Why are we drawing any line segments that lie entirely outside the viewport? You don’t want to just check if individual points are in the viewport, because a line can have both endpoints outside the viewport yet it still needs to be drawn because it crosses through the viewport. You want line clipping
My implementation of BoundingBox.Add (not shown here) has time complexity \(O(n^2)\). In that case and with the above code it would actually be faster to just draw all the points than figure out the optimal bounding box around a sufficiently long and straight string of data points. Hint: you don’t have to simplify all the data points in only a single fine-grained pass… divide and conquer
I don’t know how to implement a perfectly minimal bounding box algorithm. I ran out of time thinking about it and only came up with a merely good enough one. (Sure, bounding boxes that only sit straight on one of their sides are really fast and easy—just min/max the points to get each of the four corners—But the only kind of bounding box that’s useful here is one that can be rotated in any orientation.) But an elegant way to form a good enough bounding box for a set of points is to treat the two points farthest from one another in that set as the major axis (giving the direction and length of the bounding box), and the maximum distance of the points from that line as the minor axis distance (giving the width of the bounding box). It’s not perfect, but it works pretty well. If I needed a better implementation then I would think harder about forming a convex polygon around the set of data points (I think there are fast algorithms for that) and then figure out how to fit a rectangle of minimal area around that polygon (which I suspect could be done quickly somehow)
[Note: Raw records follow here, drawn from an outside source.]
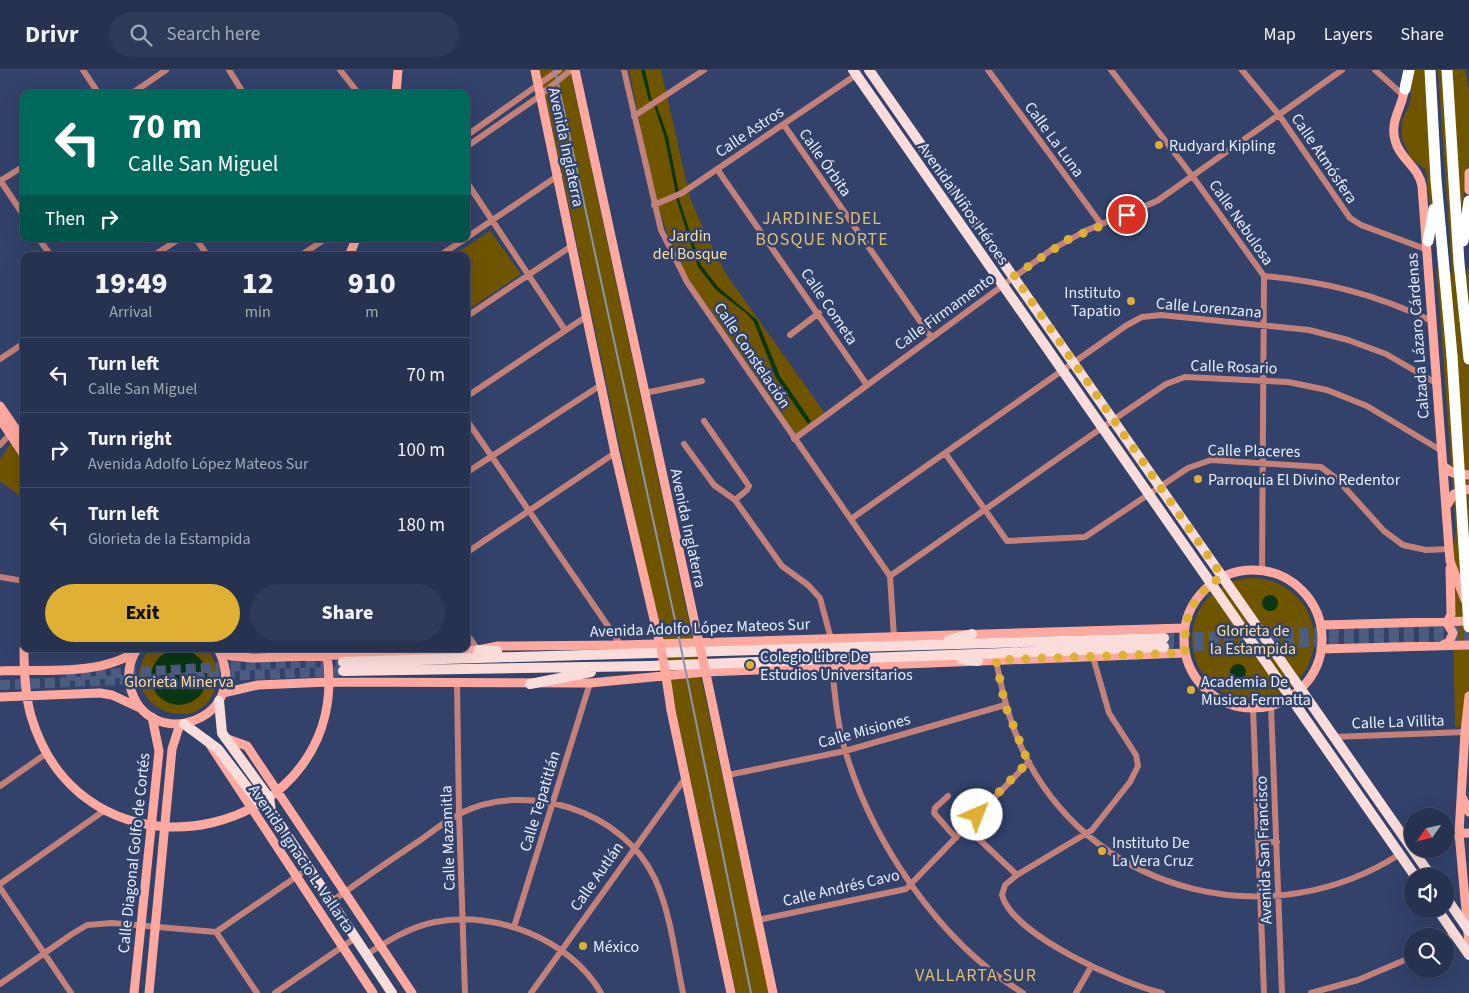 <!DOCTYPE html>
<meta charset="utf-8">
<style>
body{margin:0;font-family:"Source Sans 3",sans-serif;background:#2e3a57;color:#f1f3f6;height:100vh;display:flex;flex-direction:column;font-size:19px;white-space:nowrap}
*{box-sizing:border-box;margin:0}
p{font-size:16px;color:#a4aab7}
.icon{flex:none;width:28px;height:28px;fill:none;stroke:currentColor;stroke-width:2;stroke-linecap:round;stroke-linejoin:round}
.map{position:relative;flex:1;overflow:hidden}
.drawer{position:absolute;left:20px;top:182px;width:450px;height:400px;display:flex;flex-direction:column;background:#263250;border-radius:10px;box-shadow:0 5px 20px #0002,0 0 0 1px #424d67}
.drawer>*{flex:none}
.top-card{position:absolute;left:20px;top:20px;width:450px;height:152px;border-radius:10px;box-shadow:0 5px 20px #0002,0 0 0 1px #424d67;background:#00695c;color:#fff;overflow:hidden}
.needle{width:32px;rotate:236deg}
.buttons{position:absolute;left:1404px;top:738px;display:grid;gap:10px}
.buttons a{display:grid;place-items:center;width:50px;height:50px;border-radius:50%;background:#263250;box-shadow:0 5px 20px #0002,0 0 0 1px #424d67;font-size:25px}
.pin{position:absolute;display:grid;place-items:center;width:42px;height:42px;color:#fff;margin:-21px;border:2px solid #fff;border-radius:50%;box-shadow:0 1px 5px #0007}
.me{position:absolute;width:55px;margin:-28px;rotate:44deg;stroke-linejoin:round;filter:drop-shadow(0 0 4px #0008)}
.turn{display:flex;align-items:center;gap:18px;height:105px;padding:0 25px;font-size:22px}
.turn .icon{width:65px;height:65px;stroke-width:2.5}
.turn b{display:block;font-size:35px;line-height:42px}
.then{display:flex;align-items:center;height:48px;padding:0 25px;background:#0003;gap:10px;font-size:19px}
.eta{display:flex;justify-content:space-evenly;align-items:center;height:85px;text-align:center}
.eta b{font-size:30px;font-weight:800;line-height:35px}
.primary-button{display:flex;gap:10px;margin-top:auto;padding:10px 25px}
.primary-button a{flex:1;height:58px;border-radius:30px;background:#dfb034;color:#111;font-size:20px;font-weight:800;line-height:58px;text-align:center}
.primary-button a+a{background:#2e3a57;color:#f1f3f6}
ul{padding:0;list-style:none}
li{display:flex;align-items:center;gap:15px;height:75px;padding:0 25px;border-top:1px solid #424d67}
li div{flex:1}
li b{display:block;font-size:19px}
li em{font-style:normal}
header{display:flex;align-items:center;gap:30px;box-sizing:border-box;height:70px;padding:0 25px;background:#263250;border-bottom:1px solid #424d67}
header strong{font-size:24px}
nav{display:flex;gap:28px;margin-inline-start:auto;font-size:18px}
.search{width:350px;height:45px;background:#2e3a57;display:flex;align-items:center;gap:12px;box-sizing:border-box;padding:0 18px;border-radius:28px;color:#a4aab7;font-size:19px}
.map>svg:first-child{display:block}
.green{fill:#705500}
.water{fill:#0a3613}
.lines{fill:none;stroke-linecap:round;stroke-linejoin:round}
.primary-tunnel{stroke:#4d5c81;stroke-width:10;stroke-dasharray:10 5;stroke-linecap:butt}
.street{stroke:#c48179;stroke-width:6}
.secondary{stroke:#fea99f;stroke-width:9}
.primary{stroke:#faddda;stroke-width:10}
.highway{stroke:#fff;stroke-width:11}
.rail{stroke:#8995b1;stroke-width:2}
.secondary-bridge{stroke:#fea99f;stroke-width:9}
.highway-bridge{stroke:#fff;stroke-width:11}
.route{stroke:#dfb034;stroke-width:9;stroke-dasharray:0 16.2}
.poi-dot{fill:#dfb034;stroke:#32426b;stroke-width:2}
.labels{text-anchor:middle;stroke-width:5;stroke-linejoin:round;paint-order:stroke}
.street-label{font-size:16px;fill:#e7eefd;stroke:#32426b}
.poi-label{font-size:16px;fill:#e7eefd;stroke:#32426b;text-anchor:start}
.park-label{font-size:16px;fill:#ffdf99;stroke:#32426b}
.neighbourhood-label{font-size:18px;letter-spacing:1px;fill:#debe74;stroke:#32426b}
</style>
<header>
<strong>Drivr</strong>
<div class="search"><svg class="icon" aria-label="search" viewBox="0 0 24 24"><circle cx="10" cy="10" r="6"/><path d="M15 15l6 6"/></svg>Search here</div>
<nav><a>Map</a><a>Layers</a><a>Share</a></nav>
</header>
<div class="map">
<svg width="1469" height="923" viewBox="0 0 1469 923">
<rect width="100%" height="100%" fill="#32426b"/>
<path class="green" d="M540,0H570L769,923H736Z
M629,0H661L690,128L702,156L726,204L824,342L798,367L686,205C652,142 644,69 629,0Z
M1413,0H1427L1433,105L1431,151L1426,100L1411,88L1402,69V51L1410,33Z
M1438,0H1443L1457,203H1467V197L1469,199V656L1455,657L1452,491L1456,460L1437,204V137L1442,204L1452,203Z
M1451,0H1465L1469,19V97L1467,99L1462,148Z
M490,161L521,204L466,241V186H452Z
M11,373L24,393V429L0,411V389Z
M1192 569a61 61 0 1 1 122 0a61 61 0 1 1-122 0Z
M149,579H207C216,591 220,603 215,618C199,672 111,634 149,579Z"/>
<path class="water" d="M641,0H645L652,31H649Z
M654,35L657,36L668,67L679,123L676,124L665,69Z
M678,126L701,195L718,217L757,250L780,306L811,351L808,354L776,308L754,252L746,243L716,220L698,197L676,128Z
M1262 533a8 8 0 1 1 16 0a8 8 0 1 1-16 0Z
M151 607a28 28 0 1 1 56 0a28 28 0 1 1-56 0Z
M1230 602a8 8 0 1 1 16 0a8 8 0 1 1-16 0Z"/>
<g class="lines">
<path class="primary-tunnel" d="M1164,568L1469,557
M1164,577L1469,567
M66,606L292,593L343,592
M0,615L343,601"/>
<path class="street" d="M83,0L99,24
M229,0L244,24
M340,0L359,24
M624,0L661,160L687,212L890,506L894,567
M988,0L1101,154
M1111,0L1193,107L1264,206L1262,500
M1242,0L1279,45L1350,148L1361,155L1428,180
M1375,0L1403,25
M131,24L166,0
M634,46L704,0
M784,55L931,267
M466,66L559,0
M466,77L534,30L571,0
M717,99L867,315
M0,110L24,146
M0,111L24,96
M466,111L565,260
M654,135L682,123L856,5
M466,168L559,105
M39,169L51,186
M196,169L208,186
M153,186L179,169
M300,186L325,169
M439,186L465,169
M1264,206C1326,212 1375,224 1432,251
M466,247L573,175
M790,265L819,243
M0,289L24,273
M645,323L702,311
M466,327L587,246
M466,349L621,575
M704,351L749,416L747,420L735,430
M794,369L1051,180L1085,161L1157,131L1342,0
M684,374L714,415L735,430L782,496L808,515L820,528L831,569
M0,375L10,364L24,359
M945,383L1007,471L1085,467L1188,398L1211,390L1321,397L1337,409L1384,461L1403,475L1426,480L1449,479
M466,403L601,315
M851,449L1127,255L1142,247L1161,245L1309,260L1348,270L1386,284L1436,313
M466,483L615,383
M890,506L1113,350L1166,314L1185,307L1288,312L1327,320L1367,336L1442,381
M0,507L24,511
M466,563L478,580
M1093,587L1109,643L1136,685L1138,696L1130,712L1092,760L1017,805L1005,815L1002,825C1012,865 1123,914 1162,923
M996,590C1003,626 1011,659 1028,691C1100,826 1273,866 1400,784
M832,597C835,625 837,653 845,680C872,772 940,873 1023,923
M457,613L459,744L465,923
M1271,636L1282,923
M1253,638L1264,923
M1333,667L1465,662
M728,705L845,681L1005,635
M0,716L47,683
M948,726L935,738L934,743L956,768
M966,757L1017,805
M1259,772H1277
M0,814L105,740
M0,818L71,923
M331,832C360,811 389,791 419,771C432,762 445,751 459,744C526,710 623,740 655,809C671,844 675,886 683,923
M758,850L906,819L1029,692
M514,857L590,613
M216,862L257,923
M1445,869L1454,863
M366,885C387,871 410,857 435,852C495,840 570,869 601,923
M0,914L72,864L87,855L112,853L216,862L309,798
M275,923L355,868
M531,923L686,707
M1076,923L1091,897
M1311,923L1358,910L1412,887"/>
<path class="secondary" d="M535,0L615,383L661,579
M575,0L700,577
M1405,13C1406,33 1389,48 1395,70C1399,88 1419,97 1422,116L1449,479L1450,491L1465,530
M396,24L398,0
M1469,103V120
M349,186L356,169
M0,336L24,371
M0,349L24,385
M1443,396L1453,403L1469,405
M1447,435L1454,424L1469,419
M24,465V560
M1184 569a69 69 0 1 1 138 0a69 69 0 1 1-138 0Z
M1321,555L1469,551
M1443,575L1449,572L1453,563L1447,553L1451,544L1450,498
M24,579C24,601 25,625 31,646C86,831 360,768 326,579
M137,579C130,590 127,603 130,616C147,686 255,650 218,579
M218,579L231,586L253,588L478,580L498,576L621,575L1184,558
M1321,579L1469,575
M705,599L773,923
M665,600L671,640L731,923
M0,601C42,599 99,606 135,582
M223,623L258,615L328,612L590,613L705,602L1185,583
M1469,626L1465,662L1459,763L1469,874
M0,627L100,623L112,625L140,638
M225,668L247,676L412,923
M207,670L373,923
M1462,727L1469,742
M1445,764L1469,763
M134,923L159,681L152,647
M149,923L172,679L180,654"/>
<path class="primary" d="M853,0L1415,806
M869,0L1431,806
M949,570L972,564
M478,580L497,581
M961,589L978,591
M343,592L1164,568
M343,601L650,596L1164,577
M530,614L591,602
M219,631L222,663L269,728L271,741L392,923
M184,654L218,679L260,734L271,741
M1445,826L1469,861
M1437,839L1469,885"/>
<path class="highway" d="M1430,0L1436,110L1452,286
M1447,0L1459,193L1469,289
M1405,19L1409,0
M1428,171L1434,139
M1463,171L1469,131"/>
<path class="rail" d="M555,0L680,573L751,923"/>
<path class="secondary-bridge" d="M700,577L705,599
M661,579L665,600"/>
<path class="highway-bridge" d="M1452,286L1469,557"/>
</g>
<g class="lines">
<path class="route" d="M977,745L1028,692L1005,635L996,590L1185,583C1184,546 1190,528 1222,506L1014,206L1069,169L1127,145"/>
</g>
<g class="poi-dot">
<circle cx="1159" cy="75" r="5"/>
<circle cx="1131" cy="231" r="5"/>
<circle cx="1198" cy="409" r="5"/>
<circle cx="750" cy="595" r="5"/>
<circle cx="1191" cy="620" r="5"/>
<circle cx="1102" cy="781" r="5"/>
<circle cx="583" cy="876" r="5"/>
</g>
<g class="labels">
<g class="street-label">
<text transform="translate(749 61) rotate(-34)" y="6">Calle Astros</text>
<text transform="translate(1055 69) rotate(54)" y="6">Calle La Luna</text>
<text transform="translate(567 77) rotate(78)" y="6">Avenida Inglaterra</text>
<text transform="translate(1325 88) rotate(56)" y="6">Calle Atmósfera</text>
<text transform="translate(826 92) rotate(55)" y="6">Calle Órbita</text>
<text transform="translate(964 133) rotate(55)" y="6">Avenida Niños Héroes</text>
<text transform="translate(1242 152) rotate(55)" y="6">Calle Nebulosa</text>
<text transform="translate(830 236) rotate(56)" y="6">Calle Cometa</text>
<text transform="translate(1209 237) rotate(5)" y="6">Calle Lorenzana</text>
<text transform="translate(944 241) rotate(-36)" y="6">Calle Firmamento</text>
<text transform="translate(1417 266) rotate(-94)" y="6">Calzada Lázaro Cárdenas</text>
<text transform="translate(753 285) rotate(56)" y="6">Calle Constelación</text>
<text transform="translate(1234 296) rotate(2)" y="6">Calle Rosario</text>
<text transform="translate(1254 380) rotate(1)" y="6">Calle Placeres</text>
<text transform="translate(689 458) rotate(78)" y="6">Avenida Inglaterra</text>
<text transform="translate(700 557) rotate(-2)" y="6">Avenida Adolfo López Mateos Sur</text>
<text transform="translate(1398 651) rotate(-2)" y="6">Calle La Villita</text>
<text transform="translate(864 660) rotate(-15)" y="6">Calle Misiones</text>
<text transform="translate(539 731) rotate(-73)" y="6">Calle Tepatitlán</text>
<text transform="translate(447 768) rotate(-92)" y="6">Calle Mazamitla</text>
<text transform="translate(1263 780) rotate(-92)" y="6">Avenida San Francisco</text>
<text transform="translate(133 783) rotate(-84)" y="6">Calle Diagonal Golfo de Cortés</text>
<text transform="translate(302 788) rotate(56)" y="6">Avenida Ignacio L. Vallarta</text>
<text transform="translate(596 806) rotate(-55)" y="6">Calle Autlán</text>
<text transform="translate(841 817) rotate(-13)" y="6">Calle Andrés Cavo</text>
</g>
<g class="poi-label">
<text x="1169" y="81">Rudyard Kipling</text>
<text x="1121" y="228" text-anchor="end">Instituto<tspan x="1121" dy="18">Tapatio</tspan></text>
<text x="1208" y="415">Parroquia El Divino Redentor</text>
<text x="760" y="592">Colegio Libre De<tspan x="760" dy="18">Estudios Universitarios</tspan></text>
<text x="1201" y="617">Academia De<tspan x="1201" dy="18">Musica Fermatta</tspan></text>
<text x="1112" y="778">Instituto De<tspan x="1112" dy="18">La Vera Cruz</tspan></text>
<text x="593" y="882">México</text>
</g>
<g class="park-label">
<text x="690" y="171">Jardin<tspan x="690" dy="18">del Bosque</tspan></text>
<text x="1253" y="566">Glorieta de<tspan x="1253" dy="18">la Estampida</tspan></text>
<text x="179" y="617">Glorieta Minerva</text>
</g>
<g class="neighbourhood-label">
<text x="822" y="154">JARDINES DEL<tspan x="822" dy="21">BOSQUE NORTE</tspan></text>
<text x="976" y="911">VALLARTA SUR</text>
</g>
</g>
</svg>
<div class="buttons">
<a><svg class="needle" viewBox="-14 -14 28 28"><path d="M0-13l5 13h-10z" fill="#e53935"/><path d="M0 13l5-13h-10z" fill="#a4aab7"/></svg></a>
<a><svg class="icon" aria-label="sound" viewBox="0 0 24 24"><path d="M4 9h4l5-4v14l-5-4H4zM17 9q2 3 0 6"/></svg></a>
<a><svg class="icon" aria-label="search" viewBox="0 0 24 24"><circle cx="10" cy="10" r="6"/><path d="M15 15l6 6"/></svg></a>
</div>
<div class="pin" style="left:1127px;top:145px;background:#d93025"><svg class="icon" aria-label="arrive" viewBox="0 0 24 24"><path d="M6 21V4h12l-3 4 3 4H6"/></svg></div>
<svg class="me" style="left:977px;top:745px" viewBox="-20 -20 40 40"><circle r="19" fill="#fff"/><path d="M0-13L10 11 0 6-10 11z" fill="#dfb034"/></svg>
<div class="top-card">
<div class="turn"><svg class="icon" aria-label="left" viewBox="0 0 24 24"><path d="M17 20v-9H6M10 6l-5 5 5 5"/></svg><div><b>70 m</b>Calle San Miguel</div></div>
<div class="then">Then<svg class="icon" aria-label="right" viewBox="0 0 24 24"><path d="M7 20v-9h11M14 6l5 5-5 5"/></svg></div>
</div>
<section class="drawer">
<div class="eta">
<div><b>19:49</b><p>Arrival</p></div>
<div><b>12</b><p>min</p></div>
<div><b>910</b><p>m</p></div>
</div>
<ul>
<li><svg class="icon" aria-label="left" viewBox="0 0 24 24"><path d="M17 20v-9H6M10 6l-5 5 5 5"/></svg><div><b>Turn left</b><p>Calle San Miguel</p></div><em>70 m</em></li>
<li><svg class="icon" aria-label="right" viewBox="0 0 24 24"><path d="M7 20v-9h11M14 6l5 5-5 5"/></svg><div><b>Turn right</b><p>Avenida Adolfo López Mateos Sur</p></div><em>100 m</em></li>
<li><svg class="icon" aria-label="left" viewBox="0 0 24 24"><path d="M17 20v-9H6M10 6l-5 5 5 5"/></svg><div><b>Turn left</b><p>Glorieta de la Estampida</p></div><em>180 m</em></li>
</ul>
<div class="primary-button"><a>Exit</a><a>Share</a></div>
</section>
</div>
Also I’ll just briefly point out that if you are trying to establish and maintain the correctness of this kind of stuff only by running a UI and seeing how it looks on the screen in various scenarios, then you’re doing it wrong. This is one of those cases where everything can be broken down into small “units” of responsibility and then unit tested with automated tests, with only the occasional sanity check by firing up a UI. Enough has been written about unit testing elsewhere so that’s all I’ll say here.

Downsides

This is definitely more complicated than the other algorithms. I think this is somewhere in the territory of optimizations. Make sure you have something that at least works before spending a ton of time on this.

It doesn’t help if your data is going randomly in all directions. Let’s hope you’re not trying to plot data like that.

Upsides

This approach can perform much better than the other algorithms.

As long as a single axis exists in which your data is non-decreasing then it’ll work. No matter the direction of that axis. It’ll also work just as well in a few other limited cases.

The point

Thinking in terms of bounding boxes should get you most of the way there.